Le partenariat de l’UE et de l’UA en matière de sécurité et de défense devrait permettre de répondre à deux principaux enjeux : renforcer l’autonomie financière de l’Afrique en matière militaire et garantir la capacité institutionnelle et militaire africaine à répondre aux crises. Les moyens de l’Union africaine restent en effet à ce jour limités : l’Architecture africaine de paix et de sécurité (AAPS) dépend presque entièrement de financements extérieurs (dont l’Union européenne, Nations unies, mais aussi États-Unis, Russie, Chine) tandis que la Force africaine en attente, composante militaire de l’AAPS, rencontre des difficultés opérationnelles à répondre aux menaces sur le continent. Si la paix sur le continent africain est en premier lieu de la responsabilité des Africains, le soutien européen est indispensable pour mettre les pays africains en mesure de la garantir. Dans le cadre d’un renforcement de la défense européenne, l’Afrique doit être intégré dans les réflexions, car abandonné le continent à d’autres influences peut à terme se révéler une catastrophe. Dans les scénarios de l’armée française (Alexandra Saviana, Robert Lafont, 2024) l’Afrique concerne 4 des 11 scénarios soit autant que la Russie !

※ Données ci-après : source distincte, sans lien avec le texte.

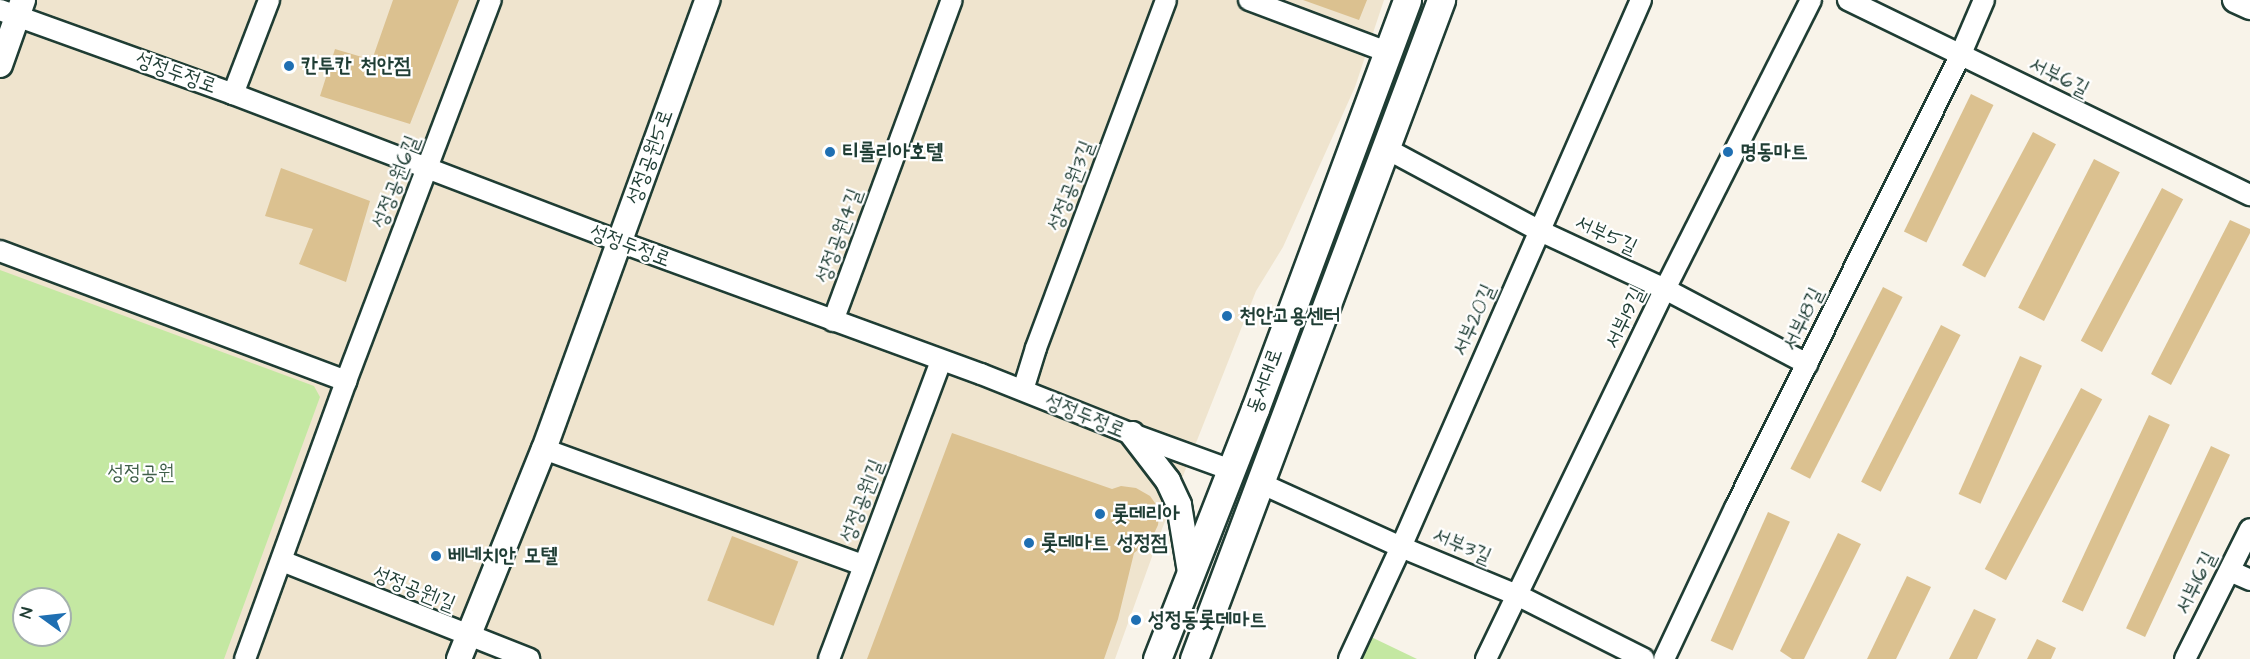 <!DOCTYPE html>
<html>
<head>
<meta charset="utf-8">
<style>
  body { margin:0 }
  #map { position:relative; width:2250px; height:659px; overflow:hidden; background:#f8f3e9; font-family:"Architects Daughter","Poor Story",sans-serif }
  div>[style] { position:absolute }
  .built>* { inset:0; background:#efe4ce }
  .green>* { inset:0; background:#c4e8a2 }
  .building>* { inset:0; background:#dbc190; transform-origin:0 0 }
  .roads { filter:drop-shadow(2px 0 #1f3d34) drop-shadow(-2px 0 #1f3d34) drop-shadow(0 2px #1f3d34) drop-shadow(0 -2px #1f3d34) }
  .minor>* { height:20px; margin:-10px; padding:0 10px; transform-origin:10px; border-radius:10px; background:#fff }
  .tertiary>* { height:24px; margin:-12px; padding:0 12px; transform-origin:12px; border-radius:12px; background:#fff }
  .secondary>* { height:27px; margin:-13.5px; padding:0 13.5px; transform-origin:13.5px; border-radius:13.5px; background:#fff }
  .dots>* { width:16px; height:16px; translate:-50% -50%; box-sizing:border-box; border:3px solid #fff; border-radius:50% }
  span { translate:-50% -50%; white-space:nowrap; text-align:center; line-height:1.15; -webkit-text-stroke:4.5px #fff; paint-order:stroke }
  .poi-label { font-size:21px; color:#1f3d34; font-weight:700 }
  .left { translate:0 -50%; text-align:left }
  .street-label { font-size:21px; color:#1f3d34 }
  .park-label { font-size:21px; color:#405f4a }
  .north { position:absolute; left:12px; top:587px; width:60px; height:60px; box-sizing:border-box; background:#fff; border:2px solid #a5b1ae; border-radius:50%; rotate:285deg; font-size:16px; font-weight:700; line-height:24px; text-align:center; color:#1f3d34 }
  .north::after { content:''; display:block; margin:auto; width:21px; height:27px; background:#1f6fb2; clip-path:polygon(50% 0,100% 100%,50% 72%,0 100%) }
</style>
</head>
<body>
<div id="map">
  <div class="built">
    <div style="clip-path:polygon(evenodd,0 0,1384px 0,1355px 87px,1283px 247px,1256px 291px,1162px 529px,1115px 659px,0 659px,0 0,24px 599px,60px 599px,60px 635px,24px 635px,24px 599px)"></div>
  </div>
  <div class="green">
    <div style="clip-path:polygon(evenodd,0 270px,314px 386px,320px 397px,224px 659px,0 659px,0 270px,24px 599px,60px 599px,60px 635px,24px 635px,24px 599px)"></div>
    <div style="clip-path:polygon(1367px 635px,1417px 659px,1356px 659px)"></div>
  </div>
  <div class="building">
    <div style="clip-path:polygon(393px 0,459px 0,410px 124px,320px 96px,335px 49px,372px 60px)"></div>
    <div style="clip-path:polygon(1303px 0,1367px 0,1359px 20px)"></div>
    <div style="left:1971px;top:94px;width:25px;height:153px;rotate:26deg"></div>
    <div style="left:2033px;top:132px;width:26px;height:151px;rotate:28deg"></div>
    <div style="left:2094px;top:159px;width:29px;height:167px;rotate:27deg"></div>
    <div style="clip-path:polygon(281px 168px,370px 201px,346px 282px,299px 264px,313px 229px,265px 216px)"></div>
    <div style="left:2162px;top:188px;width:24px;height:173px;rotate:28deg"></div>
    <div style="clip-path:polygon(2230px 220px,2250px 229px,2250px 233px,2171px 385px,2151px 374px)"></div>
    <div style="left:1883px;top:287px;width:22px;height:204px;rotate:27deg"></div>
    <div style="left:1941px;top:325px;width:22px;height:176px;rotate:27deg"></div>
    <div style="left:2020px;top:356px;width:24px;height:151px;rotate:24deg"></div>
    <div style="left:2081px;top:388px;width:24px;height:205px;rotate:28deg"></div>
    <div style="left:2149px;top:415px;width:23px;height:206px;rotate:25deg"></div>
    <div style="clip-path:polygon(952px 433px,1112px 489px,1121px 486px,1136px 488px,1150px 496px,1155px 503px,1159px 516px,1158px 525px,1151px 540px,1134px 553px,1118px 619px,1104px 659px,867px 659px)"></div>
    <div style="left:2211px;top:446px;width:21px;height:201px;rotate:25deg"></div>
    <div style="left:1768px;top:512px;width:24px;height:141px;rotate:24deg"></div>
    <div style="clip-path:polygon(1838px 533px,1861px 544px,1804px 659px,1792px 659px,1780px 651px)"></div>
    <div style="left:732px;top:536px;width:71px;height:69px;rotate:21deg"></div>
    <div style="clip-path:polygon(1907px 576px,1931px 587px,1896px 659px,1867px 659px)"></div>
    <div style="clip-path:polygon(1974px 609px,1996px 619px,1977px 659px,1949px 659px)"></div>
    <div style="clip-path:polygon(2037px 639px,2056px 648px,2051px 659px,2027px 659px)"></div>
  </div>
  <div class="roads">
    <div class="minor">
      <div style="left:1249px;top:0;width:147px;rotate:20.6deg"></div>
      <div style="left:1848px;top:0;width:447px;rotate:25.9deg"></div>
      <div style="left:0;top:10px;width:248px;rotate:19.8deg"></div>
      <div style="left:233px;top:94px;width:414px;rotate:20.9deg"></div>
      <div style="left:620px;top:242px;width:384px;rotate:20.1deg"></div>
      <div style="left:981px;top:374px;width:162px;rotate:21.7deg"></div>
      <div style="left:1132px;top:434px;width:105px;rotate:20deg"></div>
      <div style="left:233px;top:94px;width:101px;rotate:-69deg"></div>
      <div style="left:1385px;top:148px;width:176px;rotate:28.2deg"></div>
      <div style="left:1540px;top:231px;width:138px;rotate:24.9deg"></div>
      <div style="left:1665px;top:289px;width:161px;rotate:27.8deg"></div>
      <div style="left:0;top:251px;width:370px;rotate:20.6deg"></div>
      <div style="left:833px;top:321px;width:342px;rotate:-69.7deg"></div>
      <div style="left:1023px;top:390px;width:44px;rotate:-72.8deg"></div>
      <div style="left:1036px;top:348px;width:371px;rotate:-69.5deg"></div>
      <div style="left:544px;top:449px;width:339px;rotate:20deg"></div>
      <div style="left:1260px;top:483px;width:155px;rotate:24.4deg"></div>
      <div style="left:1401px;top:547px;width:126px;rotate:22.5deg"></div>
      <div style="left:1517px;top:595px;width:142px;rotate:26.7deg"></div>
      <div style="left:282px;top:561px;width:266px;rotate:21.6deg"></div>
      <div style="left:2230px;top:571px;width:22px;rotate:24deg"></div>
      <div style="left:245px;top:659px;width:296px;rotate:-70deg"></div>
      <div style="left:346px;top:381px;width:408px;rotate:-69.2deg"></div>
      <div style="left:829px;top:659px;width:318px;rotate:-69.4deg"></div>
      <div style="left:1349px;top:659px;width:123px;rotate:-65.1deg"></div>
      <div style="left:1401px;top:547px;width:597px;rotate:-66.31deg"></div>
      <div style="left:1486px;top:659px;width:411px;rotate:-64.2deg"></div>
      <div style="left:1665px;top:289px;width:324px;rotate:-63.2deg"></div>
      <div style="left:1664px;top:659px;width:167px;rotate:-64.8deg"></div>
      <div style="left:1735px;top:508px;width:505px;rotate:-63.54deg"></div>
      <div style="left:1960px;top:56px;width:61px;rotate:-66.8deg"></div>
      <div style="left:2185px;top:659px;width:145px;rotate:-63.4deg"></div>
    </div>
    <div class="tertiary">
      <div style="left:2235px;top:0;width:17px;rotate:25deg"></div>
      <div style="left:0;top:65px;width:69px;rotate:-70.5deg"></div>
      <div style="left:1132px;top:434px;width:59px;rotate:52.5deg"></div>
      <div style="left:1168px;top:481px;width:26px;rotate:65deg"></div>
      <div style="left:1179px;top:505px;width:68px;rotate:80.7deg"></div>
      <div style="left:459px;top:659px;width:227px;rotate:-68deg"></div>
      <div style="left:544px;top:449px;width:478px;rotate:-70deg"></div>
    </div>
    <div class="secondary">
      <div style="left:1157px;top:659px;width:269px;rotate:-68.6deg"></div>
      <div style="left:1255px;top:409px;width:436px;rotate:-69.6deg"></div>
      <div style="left:1194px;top:659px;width:704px;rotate:-69.45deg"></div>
    </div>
  </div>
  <div class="dots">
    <div style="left:289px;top:66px;background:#1f6fb2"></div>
    <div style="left:830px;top:152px;background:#1f6fb2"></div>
    <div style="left:1728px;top:152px;background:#1f6fb2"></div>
    <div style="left:1227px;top:316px;background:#1f6fb2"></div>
    <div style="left:1100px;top:514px;background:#1f6fb2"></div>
    <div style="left:1029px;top:543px;background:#1f6fb2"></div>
    <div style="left:436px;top:556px;background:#1f6fb2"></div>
    <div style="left:1136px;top:620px;background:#1f6fb2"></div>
  </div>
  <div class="poi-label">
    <span class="left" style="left:301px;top:66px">칸투칸 천안점</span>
    <span class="left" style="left:842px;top:152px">티롤리아호텔</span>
    <span class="left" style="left:1740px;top:152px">명동마트</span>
    <span class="left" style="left:1239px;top:316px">천안고용센터</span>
    <span class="left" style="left:1112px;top:514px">롯데리아</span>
    <span class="left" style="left:1041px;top:543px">롯데마트 성정점</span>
    <span class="left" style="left:448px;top:556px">베네치안 모텔</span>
    <span class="left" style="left:1148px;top:620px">성정동롯데마트</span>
  </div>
  <div class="street-label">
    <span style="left:176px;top:73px;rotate:20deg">성정두정로</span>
    <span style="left:2059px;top:77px;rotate:26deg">서부6길</span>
    <span style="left:650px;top:157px;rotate:-70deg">성정공원5로</span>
    <span style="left:396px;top:182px;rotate:-69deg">성정공원6길</span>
    <span style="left:1071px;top:186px;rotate:-69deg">성정공원3길</span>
    <span style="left:1606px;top:235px;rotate:25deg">서부5길</span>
    <span style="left:839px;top:236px;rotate:-70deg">성정공원4길</span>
    <span style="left:630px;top:246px;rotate:21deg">성정두정로</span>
    <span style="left:1625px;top:318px;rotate:-64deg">서부19길</span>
    <span style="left:1803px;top:319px;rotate:-64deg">서부18길</span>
    <span style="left:1474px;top:320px;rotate:-66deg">서부20길</span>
    <span style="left:1265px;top:381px;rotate:-70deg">동서대로</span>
    <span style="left:1085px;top:416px;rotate:22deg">성정두정로</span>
    <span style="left:862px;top:501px;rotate:-69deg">성정공원1길</span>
    <span style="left:1462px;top:546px;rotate:23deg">서부3길</span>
    <span style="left:2196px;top:583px;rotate:-64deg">서부16길</span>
    <span style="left:414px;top:589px;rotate:22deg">성정공원1길</span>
  </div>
  <div class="park-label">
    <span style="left:141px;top:473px">성정공원</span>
  </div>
  <div class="north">N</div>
</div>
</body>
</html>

Le troisième domaine clé est celui des migrations. Même si l’essentiel des migrations en Afrique sont intra-africaines le contexte peut aller dans le développement des migrations africaines vers l’Europe. Contrairement aux idées reçues, aucune d’étude sérieuse n’a pu mesurer de manière systémique la corrélation directe entre croissance économique, dynamique démographique et émigration (Base bilatérale des migrations utilisée pour établir les statistiques de l’OCDE, la Banque Mondiale, le FMI…). Cependant les événements récents peuvent sous-tendre que si n’ait rien fait l’immigration venant d’Afrique va augmenter non pas uniquement pour les raisons « classiques » (doublement de la population africaine, proximité avec l’Europe, proximité linguistique avec l’anglais, le français et dans une moindre mesure le portugais), mais bien deux raisons liées notamment aux décisions de la nouvelle administration américaine. D’une part l’impact négatif sur l’aide humanitaire et d’autre part le déni de risque climatique alors que le continent est celui qui souffre le plus avec le phénomène de migration climatique. Là encore, une logique de travail en commun UE-UA sur ce sujet fait sens pour éviter que la mer méditerranée ne devienne encore plus la « frontière » la plus mortelle du monde.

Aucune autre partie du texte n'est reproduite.